LIBREVILLE, Gabon (AFP) - Calm returned to Gabon's capital Friday as the nation celebrated its independence day, though opposition supporters vowed to continue their campaign to oust President Ali Bongo Ondimba.

A traditional military parade through Libreville showed little sign of the tension seen Wednesday when violent clashes broke out after police stopped an unauthorised protest in support of opposition leader Andre Mba Obame.

One person died during the clashes, according to the National Union (UN) opposition, and a television station belonging to Mba Obame was torched.

In a televised address to the nation ahead of independence celebrations, a defiant Bongo warned he would not tolerate any further uprising.

"I won't let chaos into Gabon. The law must be respected and it will be," he said.

Thousands of people have turned out to support Mba Obame, a former member of the ruling party who defected to the opposition, since he returned to Gabon on August 11 from 14 months in exile over health problems.

His return sparked the worst violence since the disputed 2009 election which saw Bongo succeed his father Omar as president following the leader's death earlier that year after 42 years in power.

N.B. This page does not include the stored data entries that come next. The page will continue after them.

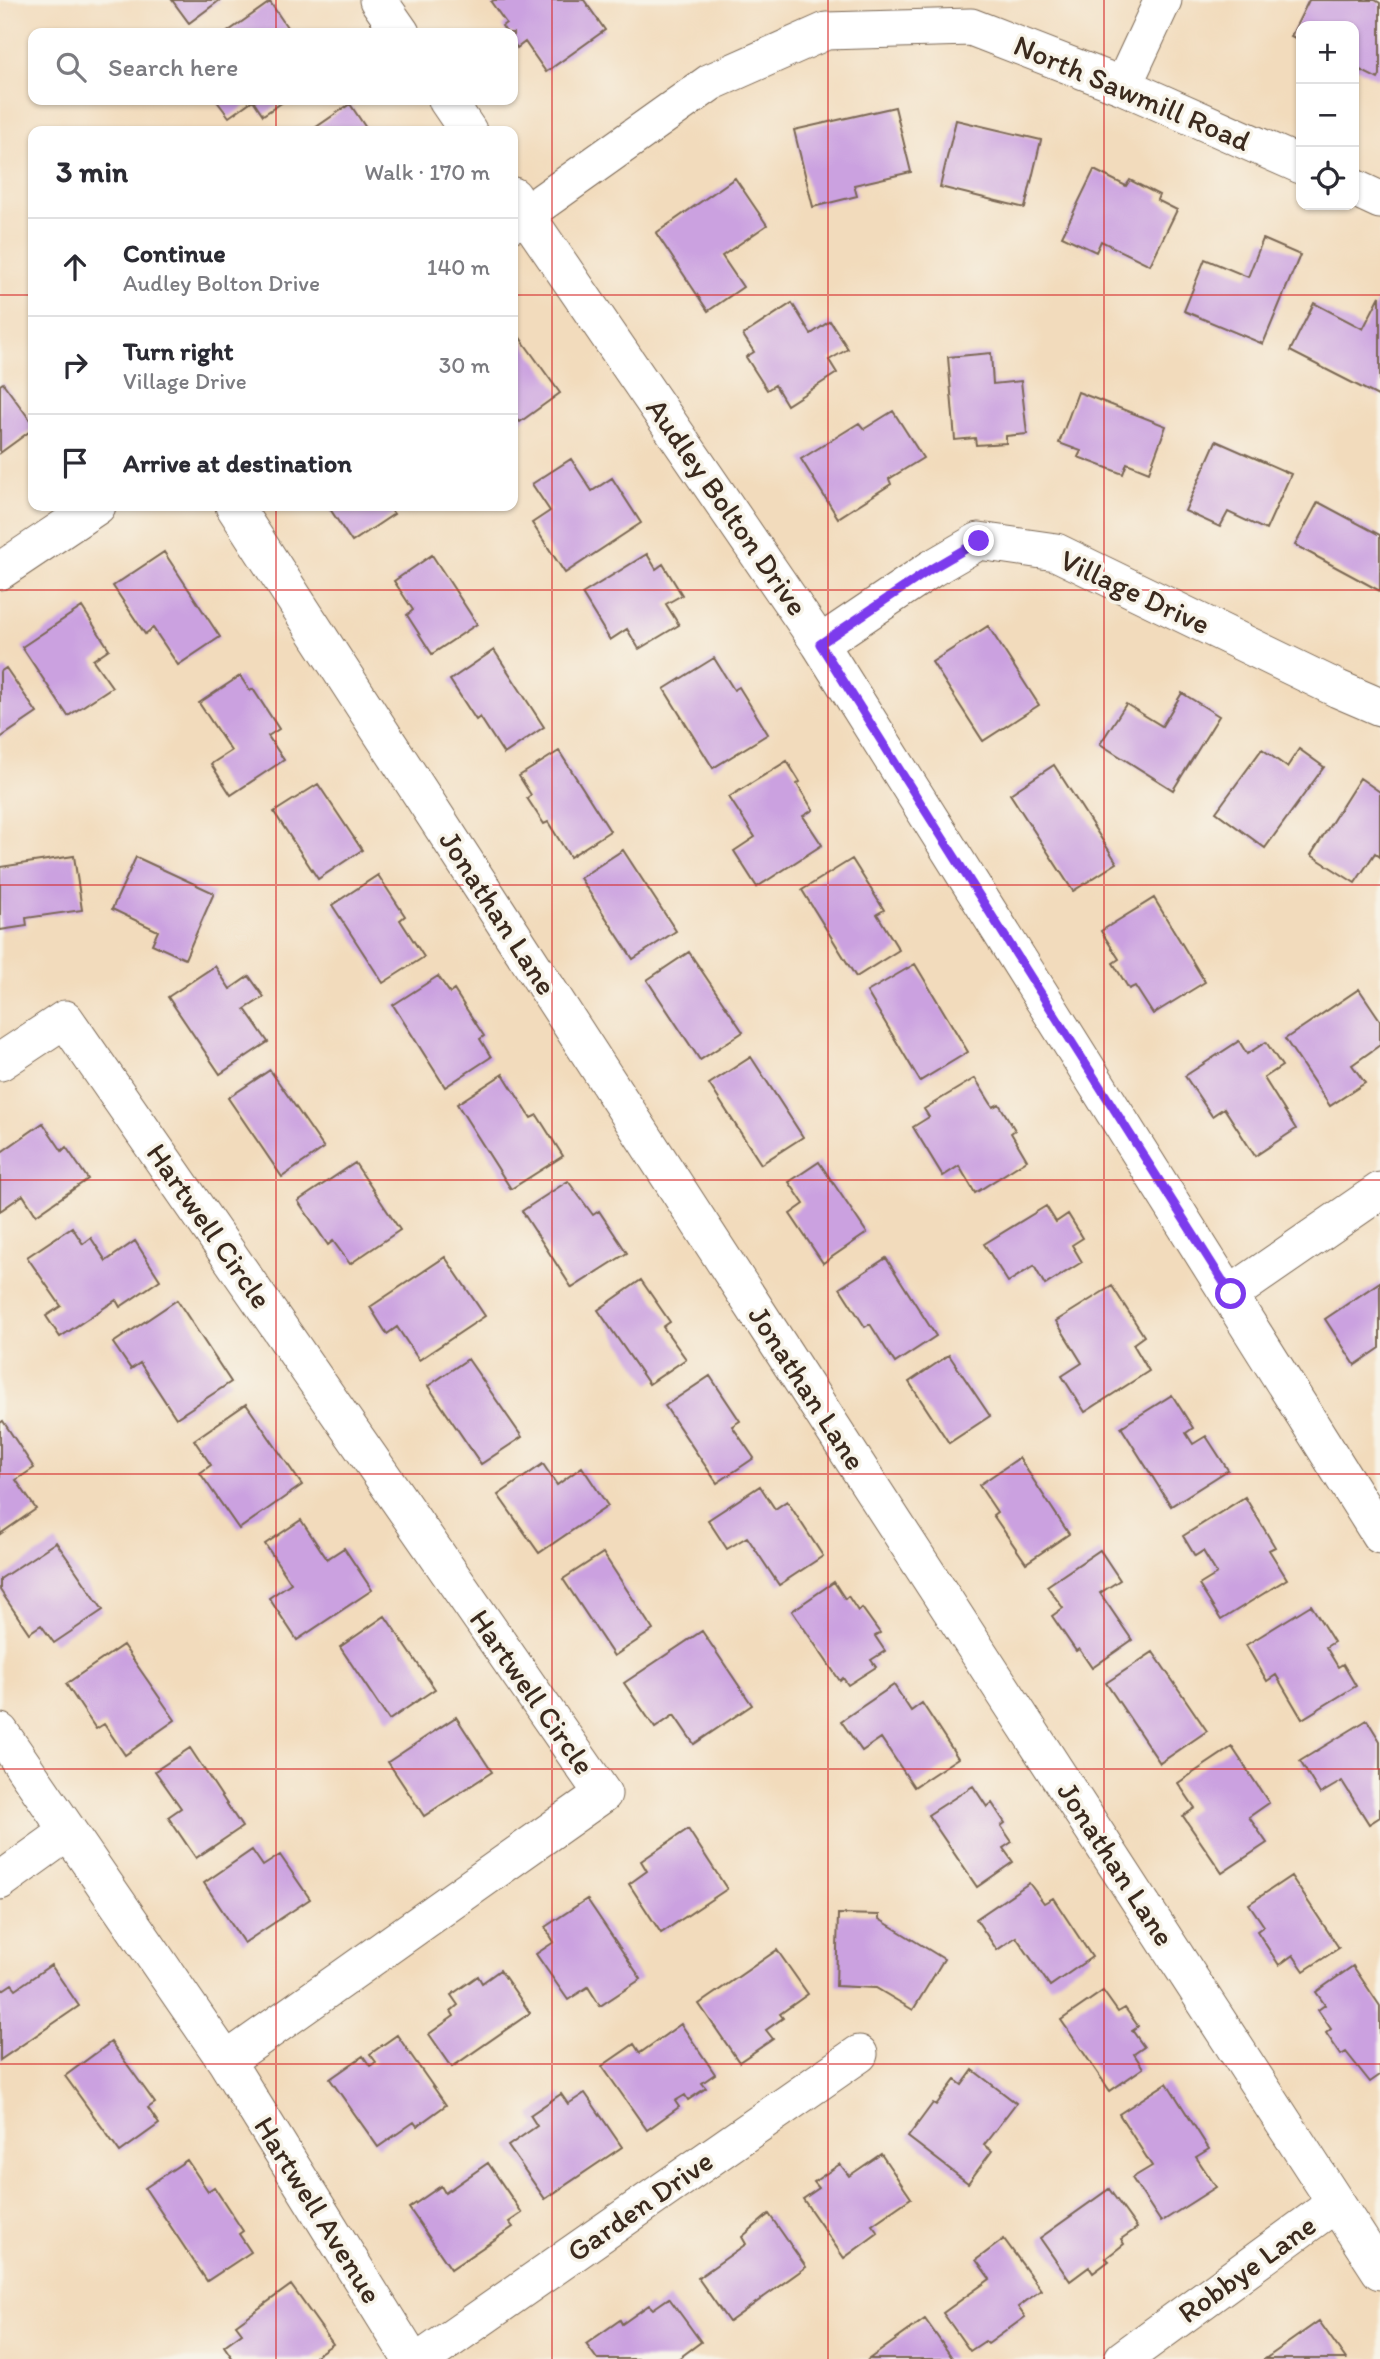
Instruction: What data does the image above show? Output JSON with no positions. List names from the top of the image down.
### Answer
{
  "streets": {
    "street": [
      "North Sawmill Road",
      "Audley Bolton Drive",
      "Village Drive",
      "Jonathan Lane",
      "Hartwell Circle",
      "Garden Drive",
      "Hartwell Avenue",
      "Robbye Lane"
    ]
  },
  "crossings": [
    ["Audley Bolton Drive", "Village Drive"],
    ["Jonathan Lane", "Robbye Lane"],
    ["Hartwell Circle", "Hartwell Avenue"]
  ],
  "page": {
    "map_buttons": ["+", "−"],
    "search": "Search here",
    "heading": ["3 min", "Walk · 170 m"],
    "list": [
      ["Continue", "Audley Bolton Drive", "140 m"],
      ["Turn right", "Village Drive", "30 m"],
      "Arrive at destination"
    ]
  }
}
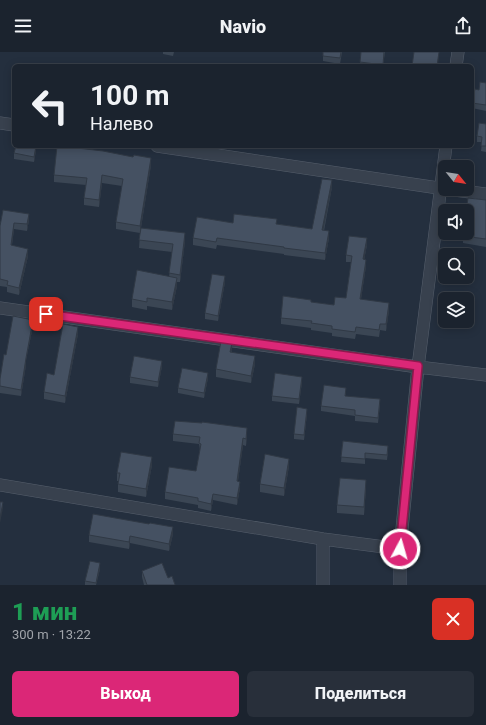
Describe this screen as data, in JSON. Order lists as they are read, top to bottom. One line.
{"north":"bottom right","page":{"header":"Navio","turn":["100 m","Налево"],"heading":["1 мин","300 m · 13:22"],"buttons":["Выход","Поделиться"]}}
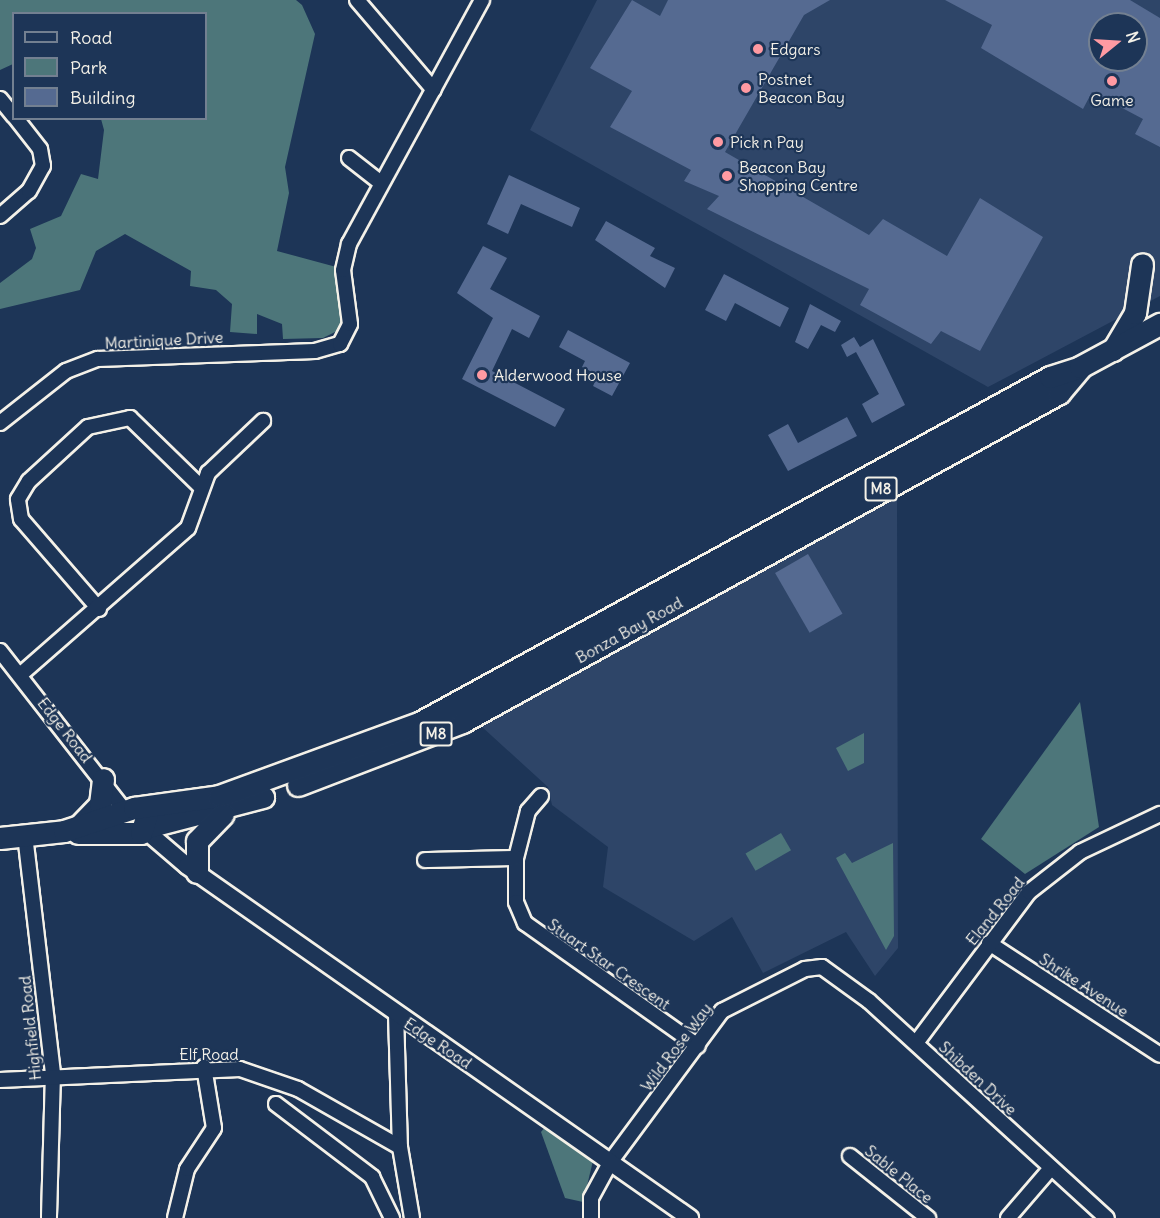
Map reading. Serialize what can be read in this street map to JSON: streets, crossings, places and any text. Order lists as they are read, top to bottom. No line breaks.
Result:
{"streets":{"main road":["M8","Bonza Bay Road"],"street":["Martinique Drive","Edge Road","Eland Road","Stuart Star Crescent","Shrike Avenue","Highfield Road","Wild Rose Way","Elf Road","Shibden Drive","Sable Place"]},"crossings":[["Bonza Bay Road","Edge Road"],["Bonza Bay Road","Highfield Road"],["Edge Road","Wild Rose Way"],["Eland Road","Shrike Avenue"],["Eland Road","Shibden Drive"],["Stuart Star Crescent","Wild Rose Way"],["Highfield Road","Elf Road"],["Wild Rose Way","Shibden Drive"]],"places":["Edgars","Game","Postnet Beacon Bay","Pick n Pay","Beacon Bay Shopping Centre","Alderwood House"],"legend":["Road","Park","Building"],"north":"right"}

Mba Obame, who claims he won the election, left Gabon in 2011 after declaring himself elected head of state, refusing to recognise Bongo's poll victory.

His UN party was subsequently dissolved and therefore does not have the right to organise demonstrations.

However, it called a demonstration on Wednesday in the centre of Libreville, despite having no official authorisation.

Protestors torched garbage bins and threw stones at police, who responded by firing tear gas.

According to the party, a 22-year-old woman died in the violence.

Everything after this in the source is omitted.